PROMPT: Reproduce each line of the entries that carries "linecap".

[Collected data]
»»

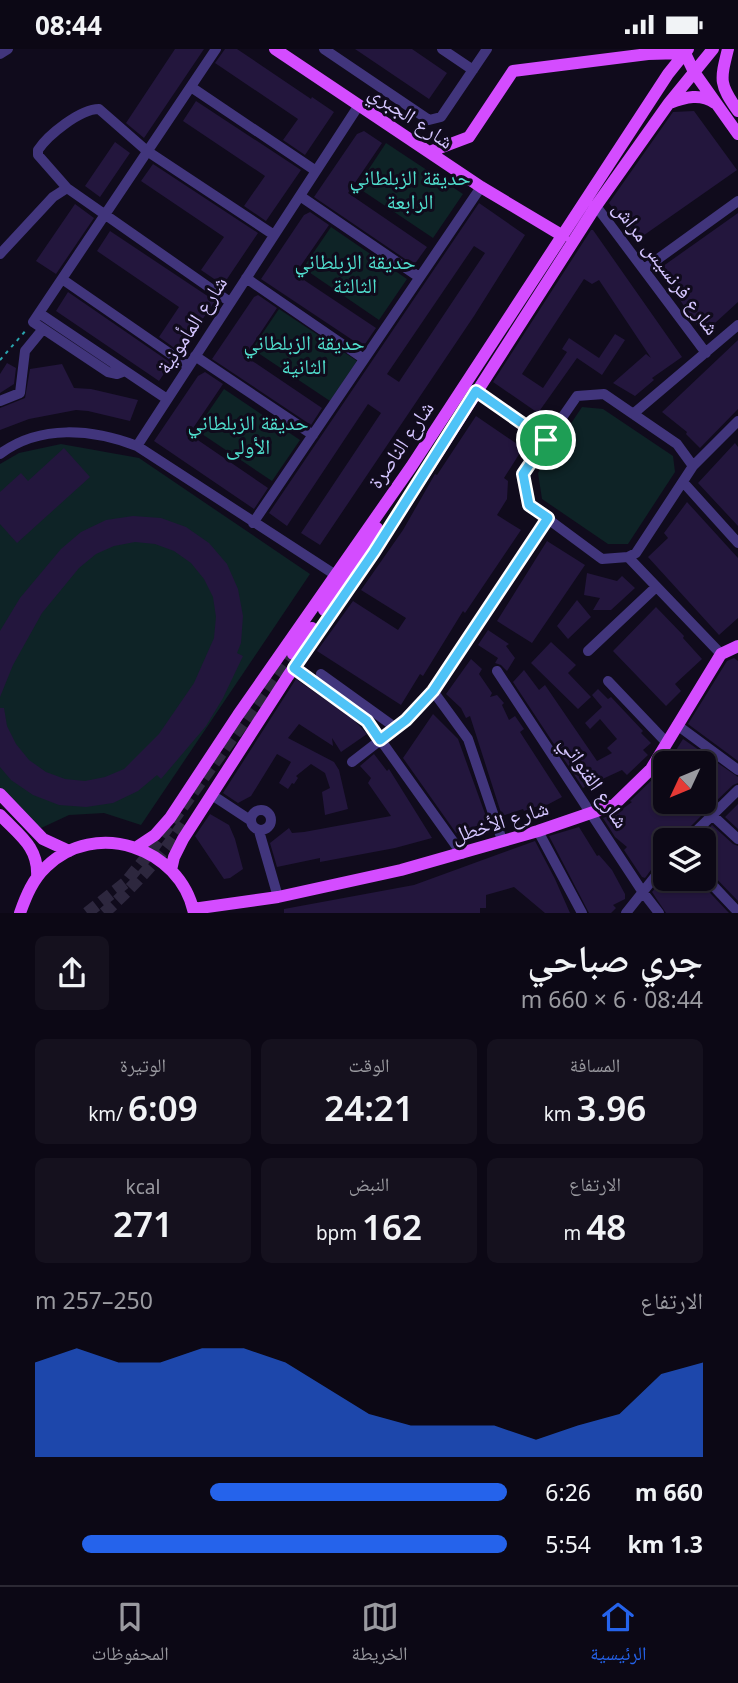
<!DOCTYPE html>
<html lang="ar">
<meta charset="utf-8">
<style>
:root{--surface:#0c0815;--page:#15111e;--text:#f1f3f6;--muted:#9a9aa0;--line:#2c2934;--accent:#2563eb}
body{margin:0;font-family:"Noto Sans","Noto Naskh Arabic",sans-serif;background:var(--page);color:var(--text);direction:rtl;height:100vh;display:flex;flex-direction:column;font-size:26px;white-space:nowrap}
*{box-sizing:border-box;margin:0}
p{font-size:23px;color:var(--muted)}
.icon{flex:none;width:38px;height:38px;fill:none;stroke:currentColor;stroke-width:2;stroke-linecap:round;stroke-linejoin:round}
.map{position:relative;height:864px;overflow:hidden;direction:ltr}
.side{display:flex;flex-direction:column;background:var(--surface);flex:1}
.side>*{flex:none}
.needle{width:46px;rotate:226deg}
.buttons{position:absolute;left:653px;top:702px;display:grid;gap:14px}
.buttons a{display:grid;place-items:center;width:63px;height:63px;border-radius:10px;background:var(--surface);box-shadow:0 2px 5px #0004,0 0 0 2px var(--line);font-size:35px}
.pin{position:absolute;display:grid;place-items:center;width:60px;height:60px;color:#fff;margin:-30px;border:4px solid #fff;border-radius:50%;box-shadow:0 2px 7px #0007}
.round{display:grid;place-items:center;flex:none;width:74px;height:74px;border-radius:10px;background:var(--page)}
.summary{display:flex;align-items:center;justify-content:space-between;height:119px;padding:0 35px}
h1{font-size:38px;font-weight:600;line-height:52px}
.metrics{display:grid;grid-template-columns:repeat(3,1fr);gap:10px;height:119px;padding:7px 35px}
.metrics div{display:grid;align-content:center;border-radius:10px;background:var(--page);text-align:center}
.metrics b{font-size:35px;font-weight:600}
.metrics small{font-size:19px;font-weight:400}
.metrics p{font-size:19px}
.chart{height:196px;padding:14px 35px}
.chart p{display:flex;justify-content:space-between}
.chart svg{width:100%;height:126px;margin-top:7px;fill:var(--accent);opacity:.7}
ul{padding:0 35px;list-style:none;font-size:23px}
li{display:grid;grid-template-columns:112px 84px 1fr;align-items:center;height:52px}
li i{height:18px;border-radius:9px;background:var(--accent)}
.status{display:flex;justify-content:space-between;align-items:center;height:49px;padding:0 35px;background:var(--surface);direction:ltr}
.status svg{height:19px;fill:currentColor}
.tab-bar{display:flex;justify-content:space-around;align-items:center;height:98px;border-top:2px solid var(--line);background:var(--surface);font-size:19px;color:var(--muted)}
.tab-bar a{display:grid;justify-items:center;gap:4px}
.tab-bar .active{color:var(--accent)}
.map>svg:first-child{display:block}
.green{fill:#0e2326}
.building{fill:#23163d;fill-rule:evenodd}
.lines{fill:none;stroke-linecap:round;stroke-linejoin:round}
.major-tunnel{stroke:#2d273e;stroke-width:12;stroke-dasharray:12 6;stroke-linecap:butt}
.path{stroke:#2aa5ae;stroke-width:2;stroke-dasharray:3.5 5;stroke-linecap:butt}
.minor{stroke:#41357c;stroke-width:10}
.major{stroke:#d44cff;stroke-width:12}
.route-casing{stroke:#fff;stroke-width:14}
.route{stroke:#4fc3f7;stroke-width:9}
.labels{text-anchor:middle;stroke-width:6;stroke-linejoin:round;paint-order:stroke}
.street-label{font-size:21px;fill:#d4c5ff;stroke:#100b1c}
.park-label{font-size:21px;fill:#51e0cf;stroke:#100b1c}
</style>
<div class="status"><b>08:44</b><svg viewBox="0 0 49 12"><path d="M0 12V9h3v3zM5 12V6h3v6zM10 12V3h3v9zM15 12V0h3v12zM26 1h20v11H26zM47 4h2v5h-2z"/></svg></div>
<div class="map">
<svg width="738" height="864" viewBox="0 0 738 864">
<rect width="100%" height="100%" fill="#100b1c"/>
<path class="green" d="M386,94L463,145L433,189L357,138Z
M331,178L407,230L379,271L303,219Z
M279,260L357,312L330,352L252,300Z
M224,340L300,391L272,432L196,381Z
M582,358L603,360L673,407L675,423L628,495H608L542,450L538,424Z
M61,395L139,409L310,525L141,776L104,764L69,766L39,780L0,739V415L19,404Z"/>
<path class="building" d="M175,0H204L144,89L126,74Z
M225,0H237L311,50L312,48L334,63L305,106L283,91L298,70L215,14Z
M355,0H412L447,24L429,50Z
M196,52L301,121L266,172L244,157L265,127L183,72Z
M694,62L737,121L637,191L609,154L673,63Z
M364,82L382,94L348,144L427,198L414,216L314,148L357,85Z
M115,93L130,104L100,148L85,137Z
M153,115L258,184L223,236L201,221L224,188L141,132Z
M479,154L525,186L474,267L320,496L301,484L381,364L368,355L287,477L269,464ZM474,197L485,204L399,333L387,325Z
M75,155L94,169L56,225L36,212Z
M310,163L329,176L295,225L376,279L363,298L261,230L304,166Z
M738,164V253L703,285L659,220Z
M591,181H593L682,308L652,329L654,331L635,347L613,334L646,305L651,309L599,231L592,235L584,230L522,325L543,339L567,303L562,300L569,289L599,309L615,285L625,291L602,326L577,309L538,364L493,333Z
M110,182L215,252L180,303L159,288L179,258L97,202Z
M68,243L171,314L159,332L56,262Z
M258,246L277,259L245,307L322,359L311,376L212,310L254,248Z
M738,291V360L700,399L686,385L687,383L662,363Z
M7,314L16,319L14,335L0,344V325Z
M62,315L74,339L91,340L138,351L130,372L88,362L76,361L29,370L0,381V359L25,349L30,320Z
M205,323L223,335L189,385L268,439L254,460L154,392L198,327Z
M476,367L523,399L504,429L508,432L507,450L497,466L521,481L465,564L463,562L423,627L420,625L401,656L317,602L353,552L398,581L406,569L361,541L403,481L435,425L437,426Z
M735,394L738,398V477L698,434Z
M64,399L90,428L17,494L0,475V443L21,424L28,432Z
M687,453L738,509V569L719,586L648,508L668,489L664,484Z
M133,467L161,469L186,478L209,494L227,515L238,540L243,567L241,594L237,604L243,607L223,649L206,677L161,730L157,726L138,742L113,754L86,758L59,756L33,746L11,731L0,718V659H4L7,677L16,695L29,711L46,723L65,730L85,732L105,728L124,720L159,685L194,634L214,589L216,568L213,548L204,530L191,514L174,502L155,495L135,493L114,497L96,505L79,519L42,564L13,616L0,648V582L20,549L61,500L81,483L106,471Z
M547,492L585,516L532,594L497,572Z
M587,524L617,532L622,527L635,539L611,561H593L600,549L584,546Z
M577,551L591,568L568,590L557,577Z
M656,558L684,587L683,589L702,610L675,635L681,642L666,657L613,602Z
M488,581L509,595L506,597L515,609L507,622L501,616L495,614L498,609L478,596Z
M551,593L576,616L568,624L591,648L578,660L531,614Z
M734,609L738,612V712L688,675L727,612Z
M471,610L482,620L479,625L492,644L490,648L497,646L504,654L502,656L509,671L515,667L524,680L520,683L562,748L545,757L544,755L524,762L523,760L502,767L470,667L466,669L461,659L446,645Z
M524,621L539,641L545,636L597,712L612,704L607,699L617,690L600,670L590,680L585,674L602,658L592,646L598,640L608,650L611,648L643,682L641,684L651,694L643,701L648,706L627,726L622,721L583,739L513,633Z
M296,630L354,671L367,685L341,703L332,689L333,697L299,675L288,689L334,713L339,721L348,760L325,766L322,743L330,739L325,724L311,715L296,727L298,729L294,735L292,734L288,740L279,734L291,713L277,705L251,747L238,754L223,744Z
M433,665L458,690L488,773L456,784L403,709Z
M683,690L738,728V734L733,736L712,756L704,748V714H668Z
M374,705L387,722L389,720L432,789L395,799L320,813V809L277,818L270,794L289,779L292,784L304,783L391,767L368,734L371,729L360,717Z
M655,728L665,734V752H689L702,766L682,786L680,791H665V808L659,810L645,829L642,828L624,801L627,798L615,788L603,769L617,764L632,753L630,752Z
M738,755V780L725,768Z
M210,765L229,776L235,790L243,820L230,829L224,830L195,787Z
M712,776L733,795L738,797V852L709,822L704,820V791H698Z
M579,778L597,807L599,806L612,821L625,845V850L613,856L616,859L611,864H589L549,787Z
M535,792L555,830L570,864H545L514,838L486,846V859H480V864H284V860L414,836Z
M665,827V830H697L729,864H666L652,843Z"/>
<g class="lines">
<path class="major-tunnel" d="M87,864L125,834L148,806L293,605
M104,864C135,836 160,809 183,775"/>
<path class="path" d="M0,311L28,279"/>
<path class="minor" d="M324,0L429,71L441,68L487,0
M442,0L473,21
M0,5L8,0
M191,38L316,122
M67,139L38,106V101C48,86 80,60 99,60L147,102L274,186
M300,147L419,228
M596,157L706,304
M0,205L53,148L67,139L230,253
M644,220L738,152
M246,229L364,310
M62,230L188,317
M39,264L167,350
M195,307L313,386
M125,322L117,325L108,323L33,273L216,0
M476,343L546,391
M0,352L20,344L25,302L43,280
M633,365L738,276
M137,397L359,56
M0,405C40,375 92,380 137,397L334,525
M693,417L677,395L604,345L577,347L523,425L529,456L602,510L628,508L636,504L693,417L738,372
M683,433L738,494
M253,474L481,138
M628,508L721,605
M588,602L656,538
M294,619L367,672L462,805
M497,622L642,842L659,864
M321,625L396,679L433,642L548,469
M608,632L666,693
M433,642L468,690L502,791
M677,676L738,721
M352,713L396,679
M653,717L665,727
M212,746L250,771
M697,752L738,790
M251 771a10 10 0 1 1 20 0a10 10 0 1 1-20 0Z
M259,782L278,848
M538,782L582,864
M687,791L738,741
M704,827L738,863
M626,864L665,815"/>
<path class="major" d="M275,0L481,138L563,187
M683,0L694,23L738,85
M728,0C720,32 719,35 738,62
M670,54C685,48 701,44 715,54
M429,103L469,88L513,22L648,5L683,4
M324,561L377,479
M293,605L312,579
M0,745L43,790L69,802
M0,766C19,786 39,798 37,828
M137,798L155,786L170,769L238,666L411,418L668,25L688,0
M171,821L174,808L183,790L288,627L374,503L596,157L669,54L713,0
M193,860L278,848L401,821L538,782L614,756L651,720L721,605L738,597
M20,864C26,847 33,830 46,818C95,770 180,798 194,864"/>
</g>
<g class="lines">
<g class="route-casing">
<path id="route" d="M476,342L546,391L523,425L529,456L548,469L433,642L406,671L380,691L367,672L294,619L374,503Z"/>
</g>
<use href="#route" class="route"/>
</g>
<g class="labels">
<g class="street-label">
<text transform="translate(411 68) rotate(34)" y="7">شارع الجبري</text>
<text transform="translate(666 219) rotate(53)" y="7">شارع فرنسيس مراش</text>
<text transform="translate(192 276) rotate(-57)" y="7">شارع المأمونية</text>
<text transform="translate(401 396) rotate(-56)" y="7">شارع الناصرة</text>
<text transform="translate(594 733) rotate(56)" y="7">شارع القنواتي</text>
<text transform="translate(500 773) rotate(-17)" y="7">شارع الأخطل</text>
</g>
<g class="park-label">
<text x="410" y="136">حديقة الزبلطاني<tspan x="410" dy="24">الرابعة</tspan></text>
<text x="355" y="220">حديقة الزبلطاني<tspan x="355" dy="24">الثالثة</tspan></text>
<text x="304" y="301">حديقة الزبلطاني<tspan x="304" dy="24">الثانية</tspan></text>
<text x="248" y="381">حديقة الزبلطاني<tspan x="248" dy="24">الأولى</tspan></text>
</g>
</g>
</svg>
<div class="buttons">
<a><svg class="needle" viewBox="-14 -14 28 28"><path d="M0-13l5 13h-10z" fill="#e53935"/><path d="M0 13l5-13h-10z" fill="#9a9aa0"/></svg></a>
<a><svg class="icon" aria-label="layers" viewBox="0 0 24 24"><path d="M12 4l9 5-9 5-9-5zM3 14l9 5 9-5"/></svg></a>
</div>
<div class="pin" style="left:546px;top:391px;background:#1e9e55"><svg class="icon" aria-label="arrive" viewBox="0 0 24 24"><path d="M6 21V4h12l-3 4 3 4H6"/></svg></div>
</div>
<section class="side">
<div class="summary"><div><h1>جري صباحي</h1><p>08:44 · 6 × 660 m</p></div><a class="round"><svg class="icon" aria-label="share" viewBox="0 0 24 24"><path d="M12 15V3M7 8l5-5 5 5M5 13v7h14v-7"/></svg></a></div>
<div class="metrics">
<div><p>المسافة</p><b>3.96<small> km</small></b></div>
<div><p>الوقت</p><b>24:21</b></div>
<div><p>الوتيرة</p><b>6:09<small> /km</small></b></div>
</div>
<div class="metrics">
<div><p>الارتفاع</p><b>48<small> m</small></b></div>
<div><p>النبض</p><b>162<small> bpm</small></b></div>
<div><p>kcal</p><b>271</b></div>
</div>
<div class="chart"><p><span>الارتفاع</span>250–257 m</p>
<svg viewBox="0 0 160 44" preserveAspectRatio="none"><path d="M0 44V11L10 6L20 11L30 11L40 6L50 6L60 11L70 20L80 29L90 33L100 33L110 33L120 38L130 33L140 29L150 15L160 11V44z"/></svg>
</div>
<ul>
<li><b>660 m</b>6:26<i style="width:63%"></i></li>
<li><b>1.3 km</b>5:54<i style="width:90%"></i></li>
</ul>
</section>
<nav class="tab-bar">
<a class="active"><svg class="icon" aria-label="home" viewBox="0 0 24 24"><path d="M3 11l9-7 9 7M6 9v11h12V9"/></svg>الرئيسية</a>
<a><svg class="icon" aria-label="map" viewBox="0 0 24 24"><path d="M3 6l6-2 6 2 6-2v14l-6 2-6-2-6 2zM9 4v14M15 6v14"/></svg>الخريطة</a>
<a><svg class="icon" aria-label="saved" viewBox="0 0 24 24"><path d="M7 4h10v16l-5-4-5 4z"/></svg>المحفوظات</a>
</nav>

««

ANSWER TO THIS TASK:
.icon{flex:none;width:38px;height:38px;fill:none;stroke:currentColor;stroke-width:2;stroke-linecap:round;stroke-linejoin:round}
.lines{fill:none;stroke-linecap:round;stroke-linejoin:round}
.major-tunnel{stroke:#2d273e;stroke-width:12;stroke-dasharray:12 6;stroke-linecap:butt}
.path{stroke:#2aa5ae;stroke-width:2;stroke-dasharray:3.5 5;stroke-linecap:butt}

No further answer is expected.